Elastic scaling is a library that allows to control the number of resources (executors) instantiated by a Spark Structured Streaming Job in order to optimize the effective microbatch duration. The goal is to use the minimum needed resources for processing the workload, in a time that is the closest to the microbatch duration itself, adapting the number of executors to the volume of data received.
For example, if we have a configured microbatch duration of 1 minute, this library will try to adapt the number of executors so that the new data is processed in a time close (but less than) 1 minute. Another advantage is that this will automatically scale the number of executors based on the evolution of the traffic data to be processed during the day, as that volume varies significantly. It will also allow to adapt to sudden changes in charge due to platform instability or recovery actions, lowering monitoring and job babysitting needs.

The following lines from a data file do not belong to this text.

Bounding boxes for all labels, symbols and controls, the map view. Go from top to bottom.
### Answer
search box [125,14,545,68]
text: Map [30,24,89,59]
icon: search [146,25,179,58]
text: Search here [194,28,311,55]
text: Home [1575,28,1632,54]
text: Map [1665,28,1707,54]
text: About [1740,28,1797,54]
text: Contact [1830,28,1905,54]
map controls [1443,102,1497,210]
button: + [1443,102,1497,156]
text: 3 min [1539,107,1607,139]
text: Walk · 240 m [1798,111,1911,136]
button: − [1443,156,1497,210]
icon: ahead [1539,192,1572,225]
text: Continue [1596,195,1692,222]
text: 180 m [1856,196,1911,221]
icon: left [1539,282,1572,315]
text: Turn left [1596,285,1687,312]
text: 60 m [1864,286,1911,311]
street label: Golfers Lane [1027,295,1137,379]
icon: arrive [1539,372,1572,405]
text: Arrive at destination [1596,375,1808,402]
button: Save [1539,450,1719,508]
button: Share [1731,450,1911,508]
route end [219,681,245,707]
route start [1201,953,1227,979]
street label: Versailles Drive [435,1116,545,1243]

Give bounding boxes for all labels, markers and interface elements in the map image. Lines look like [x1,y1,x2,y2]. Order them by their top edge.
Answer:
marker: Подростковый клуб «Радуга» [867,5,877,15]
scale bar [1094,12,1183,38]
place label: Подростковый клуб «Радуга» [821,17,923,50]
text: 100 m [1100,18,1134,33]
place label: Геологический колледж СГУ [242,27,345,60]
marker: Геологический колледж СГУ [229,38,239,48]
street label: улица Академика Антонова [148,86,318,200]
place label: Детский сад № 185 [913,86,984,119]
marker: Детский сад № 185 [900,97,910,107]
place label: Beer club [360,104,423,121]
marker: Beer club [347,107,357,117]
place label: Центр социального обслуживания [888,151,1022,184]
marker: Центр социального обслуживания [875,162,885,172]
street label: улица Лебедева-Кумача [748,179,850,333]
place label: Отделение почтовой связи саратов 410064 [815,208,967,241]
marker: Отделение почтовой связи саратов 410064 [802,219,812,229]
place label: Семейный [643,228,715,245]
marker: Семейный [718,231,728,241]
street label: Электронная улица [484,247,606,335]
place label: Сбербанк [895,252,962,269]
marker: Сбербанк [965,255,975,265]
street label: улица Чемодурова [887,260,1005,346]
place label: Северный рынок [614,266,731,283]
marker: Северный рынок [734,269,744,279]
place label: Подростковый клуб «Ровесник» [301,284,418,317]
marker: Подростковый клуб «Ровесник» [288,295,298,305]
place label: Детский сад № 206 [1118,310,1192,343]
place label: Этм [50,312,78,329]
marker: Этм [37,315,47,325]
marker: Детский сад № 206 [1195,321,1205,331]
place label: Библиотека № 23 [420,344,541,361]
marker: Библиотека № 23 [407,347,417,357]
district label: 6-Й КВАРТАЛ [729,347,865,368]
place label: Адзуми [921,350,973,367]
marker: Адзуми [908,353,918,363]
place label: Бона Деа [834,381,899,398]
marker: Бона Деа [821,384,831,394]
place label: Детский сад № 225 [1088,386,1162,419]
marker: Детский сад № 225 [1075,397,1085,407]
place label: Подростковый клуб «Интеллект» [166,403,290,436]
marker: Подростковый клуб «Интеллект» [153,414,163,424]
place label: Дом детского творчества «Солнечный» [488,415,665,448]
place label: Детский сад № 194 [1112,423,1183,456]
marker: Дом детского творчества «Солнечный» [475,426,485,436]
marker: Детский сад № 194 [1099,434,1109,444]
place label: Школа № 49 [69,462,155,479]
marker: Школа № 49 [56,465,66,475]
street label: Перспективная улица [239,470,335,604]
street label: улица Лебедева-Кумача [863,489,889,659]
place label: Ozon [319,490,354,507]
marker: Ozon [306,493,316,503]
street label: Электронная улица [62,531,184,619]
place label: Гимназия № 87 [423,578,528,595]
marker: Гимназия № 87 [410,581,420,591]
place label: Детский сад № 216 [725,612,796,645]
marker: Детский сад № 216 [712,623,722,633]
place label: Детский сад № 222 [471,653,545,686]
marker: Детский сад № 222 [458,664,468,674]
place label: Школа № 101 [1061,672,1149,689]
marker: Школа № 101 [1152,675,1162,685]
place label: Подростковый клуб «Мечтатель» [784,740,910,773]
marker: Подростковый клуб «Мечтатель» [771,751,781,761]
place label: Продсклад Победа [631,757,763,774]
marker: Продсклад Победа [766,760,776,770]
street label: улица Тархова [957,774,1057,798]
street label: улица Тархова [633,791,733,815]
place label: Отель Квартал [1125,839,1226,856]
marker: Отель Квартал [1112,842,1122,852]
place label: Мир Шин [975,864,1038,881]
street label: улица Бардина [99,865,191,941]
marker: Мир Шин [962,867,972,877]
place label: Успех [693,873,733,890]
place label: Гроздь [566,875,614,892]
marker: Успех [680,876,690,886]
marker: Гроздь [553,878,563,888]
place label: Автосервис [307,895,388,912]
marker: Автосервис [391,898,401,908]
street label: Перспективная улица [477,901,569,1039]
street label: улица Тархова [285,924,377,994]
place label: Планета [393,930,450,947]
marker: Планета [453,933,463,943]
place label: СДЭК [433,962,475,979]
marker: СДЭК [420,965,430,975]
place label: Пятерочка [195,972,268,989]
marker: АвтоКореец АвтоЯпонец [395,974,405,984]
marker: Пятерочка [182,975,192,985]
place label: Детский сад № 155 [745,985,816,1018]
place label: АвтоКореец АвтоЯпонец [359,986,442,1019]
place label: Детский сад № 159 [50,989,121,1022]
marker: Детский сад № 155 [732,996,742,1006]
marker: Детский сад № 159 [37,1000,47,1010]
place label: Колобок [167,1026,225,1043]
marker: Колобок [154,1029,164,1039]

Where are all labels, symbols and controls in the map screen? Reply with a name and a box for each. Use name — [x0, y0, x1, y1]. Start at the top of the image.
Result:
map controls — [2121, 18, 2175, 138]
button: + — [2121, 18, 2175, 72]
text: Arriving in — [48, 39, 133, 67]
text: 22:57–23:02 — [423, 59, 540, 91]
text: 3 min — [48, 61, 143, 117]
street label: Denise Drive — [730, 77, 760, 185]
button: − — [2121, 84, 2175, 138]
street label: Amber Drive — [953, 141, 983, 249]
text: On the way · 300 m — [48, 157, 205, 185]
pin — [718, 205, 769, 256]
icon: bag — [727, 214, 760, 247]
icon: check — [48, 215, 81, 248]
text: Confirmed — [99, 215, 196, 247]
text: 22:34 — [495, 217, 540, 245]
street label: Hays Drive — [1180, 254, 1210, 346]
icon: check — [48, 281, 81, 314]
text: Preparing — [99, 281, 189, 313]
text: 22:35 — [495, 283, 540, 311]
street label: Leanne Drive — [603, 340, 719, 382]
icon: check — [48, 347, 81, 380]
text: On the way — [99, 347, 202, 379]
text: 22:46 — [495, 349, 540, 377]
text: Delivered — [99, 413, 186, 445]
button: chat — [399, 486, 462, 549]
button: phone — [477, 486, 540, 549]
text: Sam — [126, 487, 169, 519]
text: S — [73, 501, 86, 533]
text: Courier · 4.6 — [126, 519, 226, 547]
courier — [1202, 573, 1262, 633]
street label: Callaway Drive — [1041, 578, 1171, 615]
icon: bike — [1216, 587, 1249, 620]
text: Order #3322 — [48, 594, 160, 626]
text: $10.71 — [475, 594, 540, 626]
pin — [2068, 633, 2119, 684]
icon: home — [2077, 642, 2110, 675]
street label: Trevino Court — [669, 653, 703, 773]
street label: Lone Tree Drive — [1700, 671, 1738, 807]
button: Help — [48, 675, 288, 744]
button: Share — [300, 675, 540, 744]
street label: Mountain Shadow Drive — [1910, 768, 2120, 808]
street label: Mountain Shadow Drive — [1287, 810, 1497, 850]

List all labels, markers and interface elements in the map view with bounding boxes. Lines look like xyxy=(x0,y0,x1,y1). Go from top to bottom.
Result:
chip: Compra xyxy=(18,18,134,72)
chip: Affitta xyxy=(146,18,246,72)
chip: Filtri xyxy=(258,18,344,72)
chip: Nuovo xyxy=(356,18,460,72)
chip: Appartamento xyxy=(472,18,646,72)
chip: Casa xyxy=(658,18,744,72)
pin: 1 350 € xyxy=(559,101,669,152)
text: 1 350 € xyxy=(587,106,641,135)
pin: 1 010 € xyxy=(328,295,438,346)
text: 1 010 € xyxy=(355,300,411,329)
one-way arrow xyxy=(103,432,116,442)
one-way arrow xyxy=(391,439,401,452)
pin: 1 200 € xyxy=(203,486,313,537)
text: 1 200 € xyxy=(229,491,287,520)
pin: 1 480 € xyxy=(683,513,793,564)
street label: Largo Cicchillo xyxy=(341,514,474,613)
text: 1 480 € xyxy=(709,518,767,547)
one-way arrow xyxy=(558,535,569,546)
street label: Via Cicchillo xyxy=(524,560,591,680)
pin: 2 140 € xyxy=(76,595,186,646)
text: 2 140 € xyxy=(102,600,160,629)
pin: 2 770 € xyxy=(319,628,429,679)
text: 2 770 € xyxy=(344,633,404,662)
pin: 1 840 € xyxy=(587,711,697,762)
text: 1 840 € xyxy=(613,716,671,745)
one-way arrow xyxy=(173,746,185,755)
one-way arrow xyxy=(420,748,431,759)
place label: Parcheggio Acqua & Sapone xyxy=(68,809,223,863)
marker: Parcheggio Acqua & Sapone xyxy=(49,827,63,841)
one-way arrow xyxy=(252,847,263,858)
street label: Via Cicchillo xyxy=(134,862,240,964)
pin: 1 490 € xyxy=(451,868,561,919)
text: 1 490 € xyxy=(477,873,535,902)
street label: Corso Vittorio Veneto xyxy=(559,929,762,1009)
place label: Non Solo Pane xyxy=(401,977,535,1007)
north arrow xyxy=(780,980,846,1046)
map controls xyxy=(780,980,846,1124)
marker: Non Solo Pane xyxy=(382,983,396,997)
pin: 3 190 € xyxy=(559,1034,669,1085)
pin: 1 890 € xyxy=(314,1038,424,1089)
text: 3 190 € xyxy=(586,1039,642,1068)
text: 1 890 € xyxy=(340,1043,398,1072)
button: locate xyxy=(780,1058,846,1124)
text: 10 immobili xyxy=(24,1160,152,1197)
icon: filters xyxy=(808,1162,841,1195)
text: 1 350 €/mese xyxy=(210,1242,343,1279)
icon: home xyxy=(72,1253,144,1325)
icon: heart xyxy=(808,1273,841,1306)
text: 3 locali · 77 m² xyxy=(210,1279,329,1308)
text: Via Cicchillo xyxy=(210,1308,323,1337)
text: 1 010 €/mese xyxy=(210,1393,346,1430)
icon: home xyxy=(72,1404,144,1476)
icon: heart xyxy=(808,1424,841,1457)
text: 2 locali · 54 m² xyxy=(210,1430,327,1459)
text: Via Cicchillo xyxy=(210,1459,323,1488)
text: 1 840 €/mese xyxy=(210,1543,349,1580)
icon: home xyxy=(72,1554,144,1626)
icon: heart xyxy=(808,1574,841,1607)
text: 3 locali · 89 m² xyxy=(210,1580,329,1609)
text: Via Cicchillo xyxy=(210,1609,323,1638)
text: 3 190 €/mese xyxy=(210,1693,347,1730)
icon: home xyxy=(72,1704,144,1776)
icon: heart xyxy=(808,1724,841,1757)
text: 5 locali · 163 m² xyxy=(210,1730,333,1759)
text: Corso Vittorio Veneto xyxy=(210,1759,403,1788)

Spark dynamic scaling solves a different problem (apart from the fact that it should not really be used in a stream job): it tries to use the maximum allowed resources based on the spark job parallelism in order to finish it in the smallest amount of time. Elastic scaling tries to use the minimum number of resources needed to not lag behind in a streaming job. This has several advantages, as it allows to avoid spikes in resource utilisation, smoothing overall CPU usage, and facilitating scaling of cluster in a cloud environment.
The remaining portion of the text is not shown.